The people who live on Sunset Terrace said they are fed up nothing was done over the summer and worry the rest of the road will collapse this winter.

After it happened, Nick John said the city told him they would take care of it.

"Nothing’s getting done with our road. I just wanted a temporary fix until next summer because I'm afraid somebody's going to fall in this ditch," John said.

It is a ditch that neighbor's worry will only get worse as it continues to rain. Tom Enlow's home saw the worst of the damage. His driveway is completely gone, so he cannot get his pickup truck out of the hole.
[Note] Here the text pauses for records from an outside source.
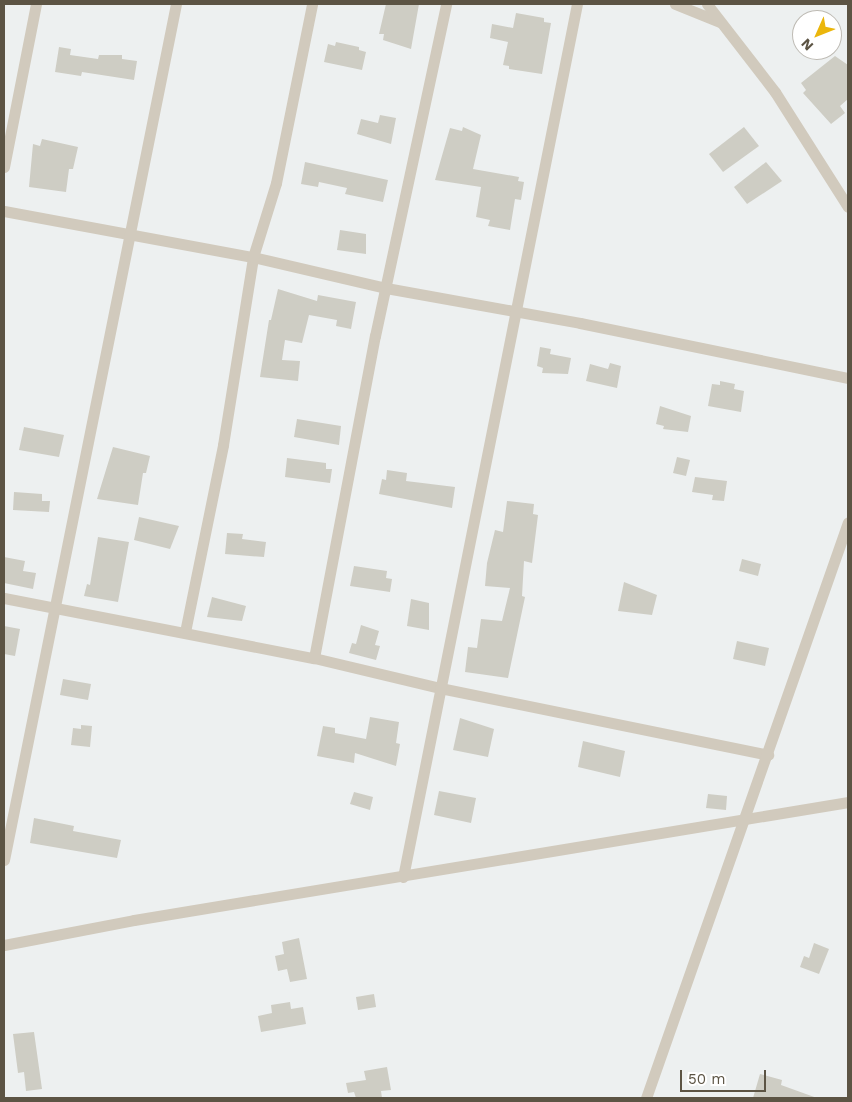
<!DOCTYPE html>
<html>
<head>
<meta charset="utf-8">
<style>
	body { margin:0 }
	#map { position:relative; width:852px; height:1102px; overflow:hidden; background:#edf0f0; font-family:"Work Sans",sans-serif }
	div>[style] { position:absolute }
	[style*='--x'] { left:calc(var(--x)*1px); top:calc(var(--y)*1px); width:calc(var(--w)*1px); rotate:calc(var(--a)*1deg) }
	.building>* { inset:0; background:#cecdc4 }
	.street>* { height:11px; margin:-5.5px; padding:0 5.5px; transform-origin:5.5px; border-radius:5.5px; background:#d1cabd }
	span { translate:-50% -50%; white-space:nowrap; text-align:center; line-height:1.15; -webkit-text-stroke:5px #fff; paint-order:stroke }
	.frame { position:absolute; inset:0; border:5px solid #5c5444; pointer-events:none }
	.north { position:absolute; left:792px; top:10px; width:50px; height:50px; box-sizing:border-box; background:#fff; border:1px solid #bebbb4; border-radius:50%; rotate:226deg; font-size:14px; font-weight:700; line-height:20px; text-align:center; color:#5c5444 }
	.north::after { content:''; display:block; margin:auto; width:18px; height:22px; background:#ebb60c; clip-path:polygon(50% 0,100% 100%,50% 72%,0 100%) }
	.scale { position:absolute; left:680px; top:1070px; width:86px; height:22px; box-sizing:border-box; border:2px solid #5c5444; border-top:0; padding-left:6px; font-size:15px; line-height:18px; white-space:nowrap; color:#5c5444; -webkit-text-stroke:4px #fff; paint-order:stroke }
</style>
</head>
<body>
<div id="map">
	<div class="building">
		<i style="clip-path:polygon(386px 4px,419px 4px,411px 49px,383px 40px,384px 34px,379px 34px)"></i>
		<i style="clip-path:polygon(516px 13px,544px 18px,544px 22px,551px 23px,542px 74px,509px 69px,509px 66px,503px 65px,508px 42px,490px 38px,492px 24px,513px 28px)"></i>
		<i style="clip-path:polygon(336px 42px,359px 47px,359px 50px,366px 52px,362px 70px,324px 62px,328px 44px,335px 46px)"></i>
		<i style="clip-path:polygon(59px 47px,71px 49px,70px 55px,98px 59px,99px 55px,122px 55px,122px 59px,137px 61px,134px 80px,82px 72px,81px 76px,55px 72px)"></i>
		<i style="clip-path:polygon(835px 56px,848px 65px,848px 99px,840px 106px,845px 113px,831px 124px,803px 93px,806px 90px,801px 83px)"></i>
		<i style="clip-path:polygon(380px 115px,396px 118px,391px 144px,357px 134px,361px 119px,378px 123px)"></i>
		<i style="clip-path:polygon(463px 127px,481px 135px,473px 169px,519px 177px,518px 181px,524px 182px,521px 200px,515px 199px,510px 230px,488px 226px,490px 220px,476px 217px,481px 187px,435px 180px,450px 128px,462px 131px)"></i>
		<i style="clip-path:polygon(744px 127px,759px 146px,723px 172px,709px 154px)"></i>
		<i style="clip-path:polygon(42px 139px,78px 147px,73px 169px,69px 169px,66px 192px,29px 187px,33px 144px,40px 146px)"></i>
		<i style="clip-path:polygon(305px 162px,388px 180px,383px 202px,345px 194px,347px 188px,319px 182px,318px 187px,301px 184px)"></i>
		<i style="clip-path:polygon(766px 162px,782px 181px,747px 204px,734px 187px)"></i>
		<i style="clip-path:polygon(340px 230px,366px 234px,366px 254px,337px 250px)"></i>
		<i style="clip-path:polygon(278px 289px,317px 301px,318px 295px,356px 302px,351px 329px,336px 326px,337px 320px,309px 315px,302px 343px,285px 340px,282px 360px,300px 361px,298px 381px,260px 377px,269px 320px,271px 320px)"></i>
		<i style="clip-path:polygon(540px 347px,551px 349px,550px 354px,571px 358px,568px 374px,542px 373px,543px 368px,537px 366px)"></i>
		<i style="clip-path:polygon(610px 363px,621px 366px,617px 388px,586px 381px,590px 364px,608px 369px)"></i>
		<i style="clip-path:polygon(720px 381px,735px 384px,734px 389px,744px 391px,741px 412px,708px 406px,712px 384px,720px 385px)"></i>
		<i style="clip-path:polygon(660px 406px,691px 416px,688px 432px,663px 429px,664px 426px,656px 424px)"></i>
		<i style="clip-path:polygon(297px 419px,341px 426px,339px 445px,294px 437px)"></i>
		<i style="clip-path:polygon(24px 427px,64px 435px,59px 457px,19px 450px)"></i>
		<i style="clip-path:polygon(113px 447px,150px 456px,146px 473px,143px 473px,138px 505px,97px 499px)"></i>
		<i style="clip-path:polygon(677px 457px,690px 460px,686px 476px,673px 473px)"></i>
		<i style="clip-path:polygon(287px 458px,326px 463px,326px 469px,332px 469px,330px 483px,285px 477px)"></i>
		<i style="clip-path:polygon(387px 470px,407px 473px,406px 481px,455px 487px,452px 508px,379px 494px,382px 479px,386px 480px)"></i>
		<i style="clip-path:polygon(695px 477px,727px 481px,724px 501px,712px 500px,713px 495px,692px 492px)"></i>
		<i style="clip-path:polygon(14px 492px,42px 494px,42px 501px,50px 501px,49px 512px,13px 510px)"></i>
		<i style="clip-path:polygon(507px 501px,534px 504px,533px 514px,538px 515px,532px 563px,524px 561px,522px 596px,525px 597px,508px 678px,465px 672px,468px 647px,477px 648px,481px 619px,502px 621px,510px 588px,485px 586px,487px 563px,495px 530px,503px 532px)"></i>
		<i style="clip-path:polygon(139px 517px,179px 526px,170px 549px,134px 540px)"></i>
		<i style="clip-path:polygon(227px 533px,243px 534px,242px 539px,266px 542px,264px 557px,225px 554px)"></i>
		<i style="clip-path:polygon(98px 537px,129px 542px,118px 602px,84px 596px,87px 584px,90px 585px)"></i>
		<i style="clip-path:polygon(4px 557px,25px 561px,23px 571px,36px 573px,33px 589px,4px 583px)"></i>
		<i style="clip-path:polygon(742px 559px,761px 564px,758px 576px,739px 571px)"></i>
		<i style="clip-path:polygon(354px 566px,387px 571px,386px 578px,392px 579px,390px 592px,350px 586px)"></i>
		<i style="clip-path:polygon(624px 582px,657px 595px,652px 615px,618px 611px)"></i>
		<i style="clip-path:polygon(212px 597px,246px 606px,242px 621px,207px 617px)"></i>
		<i style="clip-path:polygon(411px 599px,429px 603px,429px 630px,407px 626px)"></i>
		<i style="clip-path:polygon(361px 625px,379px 631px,375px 645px,380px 646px,376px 660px,349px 653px,352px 643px,356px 644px)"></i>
		<i style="clip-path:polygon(4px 626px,20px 629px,15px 656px,4px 654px)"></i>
		<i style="clip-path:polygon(737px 641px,769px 648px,765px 666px,733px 659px)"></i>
		<i style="clip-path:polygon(63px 679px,91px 684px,88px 700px,60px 695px)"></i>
		<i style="clip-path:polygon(370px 717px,399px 722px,396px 743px,400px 744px,396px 766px,355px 753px,354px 763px,317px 756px,323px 726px,335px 728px,335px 733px,366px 739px)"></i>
		<i style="clip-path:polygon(460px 718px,494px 729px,488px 757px,453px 750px)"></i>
		<i style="clip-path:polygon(81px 725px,92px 726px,90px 747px,71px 745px,73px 728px,81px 729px)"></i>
		<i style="clip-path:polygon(583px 741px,625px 751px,620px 777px,578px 767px)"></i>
		<i style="clip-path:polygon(439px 791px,476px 798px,471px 823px,434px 815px)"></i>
		<i style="clip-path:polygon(354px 792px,373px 797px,370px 810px,350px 804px)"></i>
		<i style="clip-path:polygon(708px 794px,727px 796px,726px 810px,706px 808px)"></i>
		<i style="clip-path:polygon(34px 818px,74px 826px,73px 831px,121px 840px,117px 858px,30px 843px)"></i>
		<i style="clip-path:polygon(299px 938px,307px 979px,290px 982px,287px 969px,278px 971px,275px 956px,284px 954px,282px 942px)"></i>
		<i style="clip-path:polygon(814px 943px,829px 949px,819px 974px,800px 967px,804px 956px,809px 958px)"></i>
		<i style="clip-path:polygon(374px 994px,376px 1007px,358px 1010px,356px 997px)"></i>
		<i style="clip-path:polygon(290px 1002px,291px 1009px,303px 1007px,306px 1024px,261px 1032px,258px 1016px,272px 1013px,271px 1005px)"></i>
		<i style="clip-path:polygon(34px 1032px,42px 1089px,26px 1091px,24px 1072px,18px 1073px,13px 1034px)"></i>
		<i style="clip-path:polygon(387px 1067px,391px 1090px,381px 1091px,382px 1098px,356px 1098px,354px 1092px,348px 1093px,346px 1083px,366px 1080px,364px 1071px)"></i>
		<i style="clip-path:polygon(760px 1074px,782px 1080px,781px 1085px,817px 1098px,753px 1098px)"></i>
	</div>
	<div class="street">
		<i style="--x:675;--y:4;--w:48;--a:21.8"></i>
		<i style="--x:707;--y:4;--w:111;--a:52.3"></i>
		<i style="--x:775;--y:92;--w:136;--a:57.6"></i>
		<i style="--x:4;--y:167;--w:166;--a:-78.9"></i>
		<i style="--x:4;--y:211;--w:253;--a:10.5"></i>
		<i style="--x:253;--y:257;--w:137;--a:13.1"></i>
		<i style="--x:386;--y:288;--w:197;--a:10.2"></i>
		<i style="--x:580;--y:323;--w:274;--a:11.6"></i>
		<i style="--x:4;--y:598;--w:316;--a:11"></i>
		<i style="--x:314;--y:658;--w:130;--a:13.4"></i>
		<i style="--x:440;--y:688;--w:335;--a:11.5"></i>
		<i style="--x:185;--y:632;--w:191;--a:-78.5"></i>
		<i style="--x:223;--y:445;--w:190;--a:-80.9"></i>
		<i style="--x:253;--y:257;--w:77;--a:-72.7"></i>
		<i style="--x:276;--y:183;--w:183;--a:-78.6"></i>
		<i style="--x:314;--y:658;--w:328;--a:-79.3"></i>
		<i style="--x:375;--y:336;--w:340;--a:-77.9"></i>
		<i style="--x:4;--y:860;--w:873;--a:-78.64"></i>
		<i style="--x:403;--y:877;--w:890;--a:-78.73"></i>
		<i style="--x:4;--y:945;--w:132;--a:-10.9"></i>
		<i style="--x:134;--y:920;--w:724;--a:-9.38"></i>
		<i style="--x:646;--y:1098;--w:610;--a:-70.67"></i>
	</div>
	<div class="frame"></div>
	<div class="north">N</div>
	<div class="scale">50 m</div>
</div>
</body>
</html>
His garage and deck still sit on a slant.

"It's kind of on a slant, when you get up to as old as I am, it's kind of hard to walk on a slant,” he said. "If it continues, I don't know, you know my wife is just on pins and needles and it's kind of scary for her and me too."

The City of Harrison is responsible for fixing the road John and Enlow live on. Mayor Wanda Irish said they did not have the money for a permanent fix, so the city applied for help from FEMA. She said the process is taking a lot longer than anyone thought it would. So for now, she just got approval from the city council to start a temporary fix.

"You don't think of a temporary fix, you think of a permanent fix and then when I look at the safety of the residents, then we say, ‘Ok, we've got to do something,’" Mayor Irish said.

Irish said work on the road for a temporary fix will start Friday at the city's expense. She hopes to have that done by next Tuesday. The permanent fix though will not happen until the spring of 2018. City leaders hope federal funds will finally be available by then.

As for John and Enlow, they both want this fixed as soon as possible so they can get back to what should be a peaceful retirement.

"For all of us to put our life savings in a home and retired, to have this happen, I've got one neighbor she's moving because she can't be here this winter because she's disabled," John said.